The Covering Transformation Theorem - Fund. Group of the Proj. Plane

# The Covering Transformation Theorem - Fundamental Group of the Projective Plane

Recall from The Covering Transformation Theorem for Finding Fundamental Groups page that if $X$ is a topological space and $(\tilde{X}, p)$ is a universal cover of $X$ then:

(1)
\begin{align} \quad A(\tilde{X}) \cong \pi_1(X, x) \end{align}

(Where $A(\tilde{X})$ denotes the set of covering transformations of $\tilde{X}$.)

We will now look at applying this result to find the fundamental group of the projective plane, $\mathbb{P}^2$.

Let $X = \mathbb{P}^2$. Let $\tilde{X} = S^2$ and let $p : S^2 \to \mathbb{P}^2$ be defined for each $x \in S^2$ by:

(2)
\begin{align} \quad p(x) = [x] \end{align}

Where $[x]$ denotes the equivalence class of $x$ obtained from the quotient space of the sphere $S^2$ by identifying antipodal points on $S^2$. Then $(S^2, p)$ is the universal cover of $\mathbb{P}^2$.

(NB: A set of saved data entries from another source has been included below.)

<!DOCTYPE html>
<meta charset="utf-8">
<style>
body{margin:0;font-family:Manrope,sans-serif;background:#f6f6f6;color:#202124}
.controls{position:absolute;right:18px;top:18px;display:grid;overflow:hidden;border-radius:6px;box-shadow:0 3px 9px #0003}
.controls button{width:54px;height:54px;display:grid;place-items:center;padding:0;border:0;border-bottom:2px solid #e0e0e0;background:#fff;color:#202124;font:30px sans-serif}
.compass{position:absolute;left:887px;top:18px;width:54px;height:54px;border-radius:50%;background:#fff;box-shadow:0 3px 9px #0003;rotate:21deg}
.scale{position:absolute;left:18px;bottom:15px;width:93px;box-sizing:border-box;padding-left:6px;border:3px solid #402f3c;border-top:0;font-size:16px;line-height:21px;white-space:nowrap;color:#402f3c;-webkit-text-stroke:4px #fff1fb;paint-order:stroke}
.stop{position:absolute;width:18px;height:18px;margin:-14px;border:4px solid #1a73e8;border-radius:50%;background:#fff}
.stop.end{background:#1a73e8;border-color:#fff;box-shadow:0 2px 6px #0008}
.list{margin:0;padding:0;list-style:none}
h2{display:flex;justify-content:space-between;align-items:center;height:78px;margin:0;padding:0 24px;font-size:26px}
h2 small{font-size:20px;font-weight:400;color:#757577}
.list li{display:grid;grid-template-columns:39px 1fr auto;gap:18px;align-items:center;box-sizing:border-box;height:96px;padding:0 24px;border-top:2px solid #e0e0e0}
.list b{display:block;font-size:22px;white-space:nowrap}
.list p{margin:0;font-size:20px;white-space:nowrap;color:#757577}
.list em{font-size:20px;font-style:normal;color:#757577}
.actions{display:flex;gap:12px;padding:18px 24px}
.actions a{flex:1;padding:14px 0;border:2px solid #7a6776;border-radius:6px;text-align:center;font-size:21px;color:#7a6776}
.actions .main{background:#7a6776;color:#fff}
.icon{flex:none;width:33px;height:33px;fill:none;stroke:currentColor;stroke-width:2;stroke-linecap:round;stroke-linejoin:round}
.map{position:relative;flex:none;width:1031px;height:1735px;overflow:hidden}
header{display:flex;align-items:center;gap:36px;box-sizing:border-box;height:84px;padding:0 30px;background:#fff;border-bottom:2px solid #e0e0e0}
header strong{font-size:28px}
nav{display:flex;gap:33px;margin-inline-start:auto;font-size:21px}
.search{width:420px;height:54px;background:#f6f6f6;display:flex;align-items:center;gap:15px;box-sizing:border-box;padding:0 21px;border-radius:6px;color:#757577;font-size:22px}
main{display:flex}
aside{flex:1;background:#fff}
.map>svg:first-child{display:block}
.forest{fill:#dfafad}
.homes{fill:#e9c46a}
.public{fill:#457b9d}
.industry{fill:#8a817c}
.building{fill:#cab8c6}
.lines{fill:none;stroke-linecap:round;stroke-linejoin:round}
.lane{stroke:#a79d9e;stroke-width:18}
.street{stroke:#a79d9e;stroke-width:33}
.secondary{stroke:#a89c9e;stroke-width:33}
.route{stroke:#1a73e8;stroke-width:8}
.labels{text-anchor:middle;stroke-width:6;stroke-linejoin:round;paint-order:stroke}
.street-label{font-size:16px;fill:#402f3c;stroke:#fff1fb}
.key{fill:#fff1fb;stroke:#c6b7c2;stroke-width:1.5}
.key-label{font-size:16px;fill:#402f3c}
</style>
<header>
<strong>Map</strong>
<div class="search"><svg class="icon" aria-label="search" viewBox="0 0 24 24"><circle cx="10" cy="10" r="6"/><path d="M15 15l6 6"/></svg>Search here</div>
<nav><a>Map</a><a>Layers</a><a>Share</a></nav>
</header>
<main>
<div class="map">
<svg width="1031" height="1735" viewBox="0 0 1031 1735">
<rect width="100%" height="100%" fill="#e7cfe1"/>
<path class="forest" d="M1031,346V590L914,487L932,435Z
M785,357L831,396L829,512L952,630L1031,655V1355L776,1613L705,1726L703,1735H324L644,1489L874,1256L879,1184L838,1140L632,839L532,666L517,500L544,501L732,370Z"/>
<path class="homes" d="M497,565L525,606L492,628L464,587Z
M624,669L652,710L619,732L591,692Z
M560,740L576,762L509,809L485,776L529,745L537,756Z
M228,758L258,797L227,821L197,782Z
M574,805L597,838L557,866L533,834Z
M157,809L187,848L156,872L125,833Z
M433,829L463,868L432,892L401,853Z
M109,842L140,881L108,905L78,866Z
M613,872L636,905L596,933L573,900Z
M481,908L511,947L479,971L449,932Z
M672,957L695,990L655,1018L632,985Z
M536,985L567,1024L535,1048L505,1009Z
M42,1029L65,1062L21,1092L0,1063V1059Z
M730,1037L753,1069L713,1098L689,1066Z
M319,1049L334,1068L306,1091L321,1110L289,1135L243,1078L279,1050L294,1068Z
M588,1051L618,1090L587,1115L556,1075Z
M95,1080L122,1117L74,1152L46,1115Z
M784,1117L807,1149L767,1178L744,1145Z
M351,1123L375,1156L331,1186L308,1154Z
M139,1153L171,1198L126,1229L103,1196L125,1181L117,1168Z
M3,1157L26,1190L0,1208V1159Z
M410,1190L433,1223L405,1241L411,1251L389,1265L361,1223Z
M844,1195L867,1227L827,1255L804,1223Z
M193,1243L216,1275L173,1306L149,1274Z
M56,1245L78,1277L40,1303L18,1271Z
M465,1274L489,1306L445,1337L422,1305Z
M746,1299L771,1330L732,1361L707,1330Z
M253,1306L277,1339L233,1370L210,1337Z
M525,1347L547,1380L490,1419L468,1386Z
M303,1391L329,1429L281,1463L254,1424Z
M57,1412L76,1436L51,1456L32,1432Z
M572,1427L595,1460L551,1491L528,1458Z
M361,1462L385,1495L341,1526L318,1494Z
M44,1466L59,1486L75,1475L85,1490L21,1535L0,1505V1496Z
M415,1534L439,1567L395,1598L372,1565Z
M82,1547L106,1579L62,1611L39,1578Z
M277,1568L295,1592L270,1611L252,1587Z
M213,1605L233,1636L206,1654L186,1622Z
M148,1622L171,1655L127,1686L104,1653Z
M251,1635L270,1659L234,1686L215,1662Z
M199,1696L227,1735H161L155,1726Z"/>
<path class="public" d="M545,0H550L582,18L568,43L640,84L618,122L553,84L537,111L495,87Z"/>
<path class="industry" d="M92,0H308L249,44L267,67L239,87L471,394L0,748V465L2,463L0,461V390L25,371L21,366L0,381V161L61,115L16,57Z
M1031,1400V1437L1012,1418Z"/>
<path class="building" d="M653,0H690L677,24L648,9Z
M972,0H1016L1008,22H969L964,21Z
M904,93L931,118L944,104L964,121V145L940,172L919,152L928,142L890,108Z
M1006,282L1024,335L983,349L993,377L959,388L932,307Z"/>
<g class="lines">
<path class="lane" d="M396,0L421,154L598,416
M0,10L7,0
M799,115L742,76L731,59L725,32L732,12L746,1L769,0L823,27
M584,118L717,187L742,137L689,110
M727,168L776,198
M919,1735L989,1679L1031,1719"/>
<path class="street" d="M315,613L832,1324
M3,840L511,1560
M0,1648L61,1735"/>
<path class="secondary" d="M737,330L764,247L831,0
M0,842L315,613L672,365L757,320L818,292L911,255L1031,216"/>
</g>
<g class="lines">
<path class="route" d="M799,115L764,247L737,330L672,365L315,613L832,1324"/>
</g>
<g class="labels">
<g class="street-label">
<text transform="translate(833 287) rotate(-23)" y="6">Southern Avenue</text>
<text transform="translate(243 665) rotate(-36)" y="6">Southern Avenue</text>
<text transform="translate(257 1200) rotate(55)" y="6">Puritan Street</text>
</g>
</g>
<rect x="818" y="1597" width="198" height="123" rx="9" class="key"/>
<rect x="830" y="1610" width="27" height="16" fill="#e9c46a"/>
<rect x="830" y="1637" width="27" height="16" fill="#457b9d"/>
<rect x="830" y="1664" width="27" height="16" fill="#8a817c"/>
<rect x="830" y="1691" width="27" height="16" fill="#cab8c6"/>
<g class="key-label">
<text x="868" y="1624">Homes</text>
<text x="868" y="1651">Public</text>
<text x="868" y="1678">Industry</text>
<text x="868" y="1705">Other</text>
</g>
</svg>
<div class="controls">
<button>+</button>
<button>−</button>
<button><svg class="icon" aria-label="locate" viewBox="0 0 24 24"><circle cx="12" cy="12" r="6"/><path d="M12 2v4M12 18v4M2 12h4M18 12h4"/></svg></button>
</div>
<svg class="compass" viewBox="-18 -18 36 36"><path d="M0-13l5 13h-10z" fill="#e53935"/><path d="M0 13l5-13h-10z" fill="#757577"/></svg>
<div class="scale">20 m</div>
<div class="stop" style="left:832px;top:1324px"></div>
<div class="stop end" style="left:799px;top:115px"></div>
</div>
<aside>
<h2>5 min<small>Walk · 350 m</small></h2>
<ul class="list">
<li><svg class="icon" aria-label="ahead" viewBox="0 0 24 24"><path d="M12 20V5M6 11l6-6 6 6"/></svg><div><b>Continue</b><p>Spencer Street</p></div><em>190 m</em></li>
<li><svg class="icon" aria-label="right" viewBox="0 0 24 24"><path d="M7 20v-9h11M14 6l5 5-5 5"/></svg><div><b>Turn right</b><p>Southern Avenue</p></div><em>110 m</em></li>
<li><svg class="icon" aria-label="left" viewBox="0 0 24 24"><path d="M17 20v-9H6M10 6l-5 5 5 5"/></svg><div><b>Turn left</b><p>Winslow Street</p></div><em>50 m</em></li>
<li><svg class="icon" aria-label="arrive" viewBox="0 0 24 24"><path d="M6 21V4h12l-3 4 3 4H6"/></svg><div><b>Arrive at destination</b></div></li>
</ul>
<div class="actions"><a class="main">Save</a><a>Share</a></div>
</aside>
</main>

Let $f : S^2 \to S^2$ be defined for all $x \in S^2$ by $f(x)$ to be the antipodal point of $x$ on $S^2$. Then the set of all covering transformations of $S^2$ (with respect to $p$) is:

(3)
\begin{align} \quad A(\tilde{X}) = \{ \mathrm{id}_{\tilde{X}}, f \} = \langle f \rangle \cong \mathbb{Z}_2 \cong \pi_1(X, x) = \pi_1(\mathbb{P}^2, x) \end{align}

So the fundamental group of $\mathbb{P}^2$ is isomorphic to $\mathbb{Z}_2$.